Please reproduce each line of the data below as it stands.

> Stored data
....................
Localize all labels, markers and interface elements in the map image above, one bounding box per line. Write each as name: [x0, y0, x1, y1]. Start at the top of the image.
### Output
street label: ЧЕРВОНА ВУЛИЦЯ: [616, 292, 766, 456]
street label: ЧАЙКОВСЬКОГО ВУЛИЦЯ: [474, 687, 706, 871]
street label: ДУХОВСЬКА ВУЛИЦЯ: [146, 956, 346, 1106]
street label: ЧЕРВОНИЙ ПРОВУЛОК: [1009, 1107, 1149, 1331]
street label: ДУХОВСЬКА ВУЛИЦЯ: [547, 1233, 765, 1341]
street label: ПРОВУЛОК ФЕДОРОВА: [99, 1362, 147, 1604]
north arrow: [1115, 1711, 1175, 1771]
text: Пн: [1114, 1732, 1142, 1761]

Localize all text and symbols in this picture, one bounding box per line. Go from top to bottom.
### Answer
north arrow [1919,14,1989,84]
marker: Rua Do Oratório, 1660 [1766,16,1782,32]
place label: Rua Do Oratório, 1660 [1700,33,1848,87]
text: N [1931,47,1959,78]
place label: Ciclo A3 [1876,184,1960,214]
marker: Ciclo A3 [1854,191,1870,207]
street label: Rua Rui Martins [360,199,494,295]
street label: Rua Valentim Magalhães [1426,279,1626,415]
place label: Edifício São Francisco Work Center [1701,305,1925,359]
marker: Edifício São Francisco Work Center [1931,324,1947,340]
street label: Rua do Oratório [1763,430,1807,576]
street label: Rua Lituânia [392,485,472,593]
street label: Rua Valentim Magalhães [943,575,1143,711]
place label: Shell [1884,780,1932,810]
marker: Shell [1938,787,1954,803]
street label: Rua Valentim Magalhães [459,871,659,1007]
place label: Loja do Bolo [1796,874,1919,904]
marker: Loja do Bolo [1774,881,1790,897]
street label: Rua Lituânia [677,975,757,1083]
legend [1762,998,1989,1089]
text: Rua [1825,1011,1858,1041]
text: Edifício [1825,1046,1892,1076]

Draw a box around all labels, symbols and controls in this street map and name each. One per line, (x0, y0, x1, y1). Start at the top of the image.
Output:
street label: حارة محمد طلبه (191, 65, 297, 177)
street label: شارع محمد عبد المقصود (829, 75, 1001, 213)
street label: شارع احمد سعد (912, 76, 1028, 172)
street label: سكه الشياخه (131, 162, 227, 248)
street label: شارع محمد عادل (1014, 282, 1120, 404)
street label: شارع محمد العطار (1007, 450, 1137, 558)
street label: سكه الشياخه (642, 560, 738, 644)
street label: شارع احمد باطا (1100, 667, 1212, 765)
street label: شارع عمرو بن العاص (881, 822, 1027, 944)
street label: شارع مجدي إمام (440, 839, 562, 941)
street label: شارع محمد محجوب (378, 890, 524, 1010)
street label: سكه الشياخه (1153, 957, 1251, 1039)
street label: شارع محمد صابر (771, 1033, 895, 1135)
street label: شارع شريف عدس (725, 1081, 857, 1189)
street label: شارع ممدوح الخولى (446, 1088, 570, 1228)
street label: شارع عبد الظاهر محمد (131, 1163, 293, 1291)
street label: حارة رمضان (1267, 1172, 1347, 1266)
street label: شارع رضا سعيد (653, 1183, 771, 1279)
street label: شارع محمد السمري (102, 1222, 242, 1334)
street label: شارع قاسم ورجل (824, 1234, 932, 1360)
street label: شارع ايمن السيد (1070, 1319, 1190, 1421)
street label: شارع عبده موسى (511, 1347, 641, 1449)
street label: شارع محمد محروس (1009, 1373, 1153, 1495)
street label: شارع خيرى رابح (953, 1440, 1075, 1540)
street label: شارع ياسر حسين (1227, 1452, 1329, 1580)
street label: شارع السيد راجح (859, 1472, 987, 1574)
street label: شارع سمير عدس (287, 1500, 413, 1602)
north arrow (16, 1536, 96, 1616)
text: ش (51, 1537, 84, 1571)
....................
> Your solution
Localize all labels, markers and interface elements in the map image above, one bounding box per line. Write each as name: [x0, y0, x1, y1]. Start at the top of the image.
### Output
street label: ЧЕРВОНА ВУЛИЦЯ: [616, 292, 766, 456]
street label: ЧАЙКОВСЬКОГО ВУЛИЦЯ: [474, 687, 706, 871]
street label: ДУХОВСЬКА ВУЛИЦЯ: [146, 956, 346, 1106]
street label: ЧЕРВОНИЙ ПРОВУЛОК: [1009, 1107, 1149, 1331]
street label: ДУХОВСЬКА ВУЛИЦЯ: [547, 1233, 765, 1341]
street label: ПРОВУЛОК ФЕДОРОВА: [99, 1362, 147, 1604]
north arrow: [1115, 1711, 1175, 1771]
text: Пн: [1114, 1732, 1142, 1761]

Localize all text and symbols in this picture, one bounding box per line. Go from top to bottom.
### Answer
north arrow [1919,14,1989,84]
marker: Rua Do Oratório, 1660 [1766,16,1782,32]
place label: Rua Do Oratório, 1660 [1700,33,1848,87]
text: N [1931,47,1959,78]
place label: Ciclo A3 [1876,184,1960,214]
marker: Ciclo A3 [1854,191,1870,207]
street label: Rua Rui Martins [360,199,494,295]
street label: Rua Valentim Magalhães [1426,279,1626,415]
place label: Edifício São Francisco Work Center [1701,305,1925,359]
marker: Edifício São Francisco Work Center [1931,324,1947,340]
street label: Rua do Oratório [1763,430,1807,576]
street label: Rua Lituânia [392,485,472,593]
street label: Rua Valentim Magalhães [943,575,1143,711]
place label: Shell [1884,780,1932,810]
marker: Shell [1938,787,1954,803]
street label: Rua Valentim Magalhães [459,871,659,1007]
place label: Loja do Bolo [1796,874,1919,904]
marker: Loja do Bolo [1774,881,1790,897]
street label: Rua Lituânia [677,975,757,1083]
legend [1762,998,1989,1089]
text: Rua [1825,1011,1858,1041]
text: Edifício [1825,1046,1892,1076]

Draw a box around all labels, symbols and controls in this street map and name each. One per line, (x0, y0, x1, y1). Start at the top of the image.
Output:
street label: حارة محمد طلبه (191, 65, 297, 177)
street label: شارع محمد عبد المقصود (829, 75, 1001, 213)
street label: شارع احمد سعد (912, 76, 1028, 172)
street label: سكه الشياخه (131, 162, 227, 248)
street label: شارع محمد عادل (1014, 282, 1120, 404)
street label: شارع محمد العطار (1007, 450, 1137, 558)
street label: سكه الشياخه (642, 560, 738, 644)
street label: شارع احمد باطا (1100, 667, 1212, 765)
street label: شارع عمرو بن العاص (881, 822, 1027, 944)
street label: شارع مجدي إمام (440, 839, 562, 941)
street label: شارع محمد محجوب (378, 890, 524, 1010)
street label: سكه الشياخه (1153, 957, 1251, 1039)
street label: شارع محمد صابر (771, 1033, 895, 1135)
street label: شارع شريف عدس (725, 1081, 857, 1189)
street label: شارع ممدوح الخولى (446, 1088, 570, 1228)
street label: شارع عبد الظاهر محمد (131, 1163, 293, 1291)
street label: حارة رمضان (1267, 1172, 1347, 1266)
street label: شارع رضا سعيد (653, 1183, 771, 1279)
street label: شارع محمد السمري (102, 1222, 242, 1334)
street label: شارع قاسم ورجل (824, 1234, 932, 1360)
street label: شارع ايمن السيد (1070, 1319, 1190, 1421)
street label: شارع عبده موسى (511, 1347, 641, 1449)
street label: شارع محمد محروس (1009, 1373, 1153, 1495)
street label: شارع خيرى رابح (953, 1440, 1075, 1540)
street label: شارع ياسر حسين (1227, 1452, 1329, 1580)
street label: شارع السيد راجح (859, 1472, 987, 1574)
street label: شارع سمير عدس (287, 1500, 413, 1602)
north arrow (16, 1536, 96, 1616)
text: ش (51, 1537, 84, 1571)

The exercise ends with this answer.